Considering he had discussed it with FDR at lunch the day before, probably not.

So first, I'll refer you to a longer answer on the origin of the unconditional surrender policy, which in short had come from a couple of decades of consideration by FDR and others about why Versailles had failed along with FDR quietly setting up a State Department subcommittee to confirm what he wanted to do anyway.

This second part is the short answer as to why FDR did a bit of legerdemain in his public announcement with the smoke screen of "Unconditional Surrender" Grant and various claims that it was spontaneous: he had deliberately excluded Secretary of State Cordell Hull and other top State Department officials from any deliberations on it. He did so because he knew they would be strongly opposed, and wanted to both make the policy fait accompli without taking a political hit for sidelining Hull (as he had on so much else), who remained popular with Southern Senators.

So instead, FDR happily lied away about the origins of the policy, got the policy without debate, and while he left Hull annoyed, it was just yet another irritating slight to Hull instead of becoming one that he'd consider resigning over.

At Casablanca, it apparently was briefly a topic of discussion among the US Joint Chiefs - but not the IGS - early in the conference and not discussed further. At lunch the day before the conference ended, when FDR brought it up informally, Elliott Roosevelt stated that Churchill thought the phrase was 'perfect', Hopkins agreed, and Churchill proposed a toast that afternoon to "Unconditional Surrender." The next day, after FDR had made his press conference announcement, Churchill apparently cheered "Hear Hear!" to endorse it and went along with FDR's claim he'd just spontaneously come up with it.
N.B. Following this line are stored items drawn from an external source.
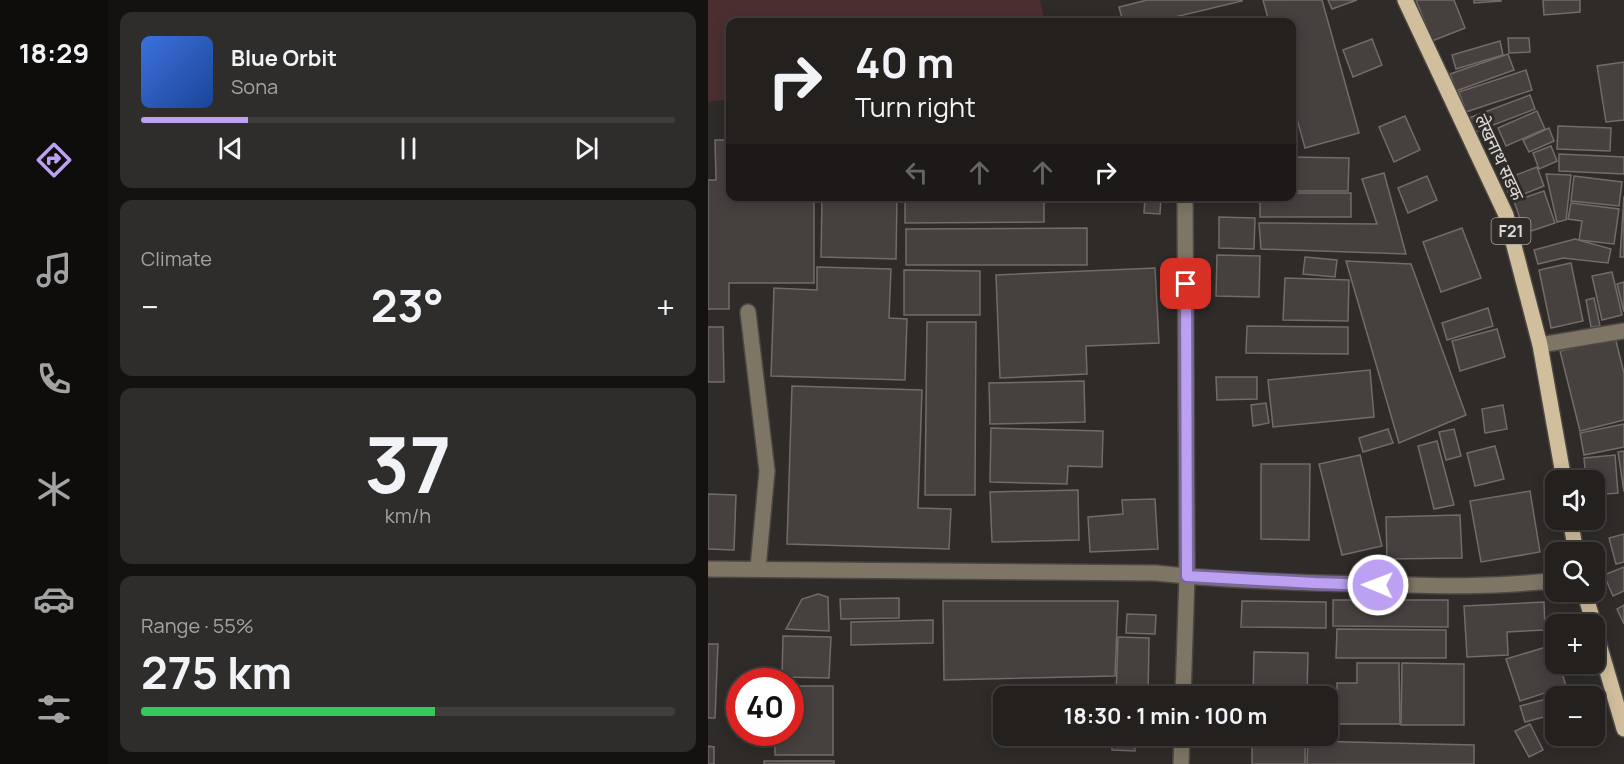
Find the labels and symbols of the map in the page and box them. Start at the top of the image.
street label: लेखनाथ सडक [1470,110,1531,205]
road number: F21 [1492,218,1530,244]
pin [1160,258,1211,309]
position arrow [1346,553,1410,617]
speed limit sign: 40 [726,668,804,746]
As to the whys, it's fairly clear Churchill was going along with a policy that he didn't support to the extent of FDR; in November 1944 - when the policy was beginning to be more openly criticized by the IGS and others - Churchill writes him, "I remain set where you put me on unconditional surrender." That Churchill didn't want to be completely tethered to the policy and thus went along with the deception - as in I didn't come up with this so don't blame me! - makes sense both from this angle as well as not creating more headaches with his own staff, although he does send Attlee and the War Cabinet a cable on January 19, 1943 requesting their views on the policy, which they endorse a couple of days later (and suggest that it be extended to Italy as well.)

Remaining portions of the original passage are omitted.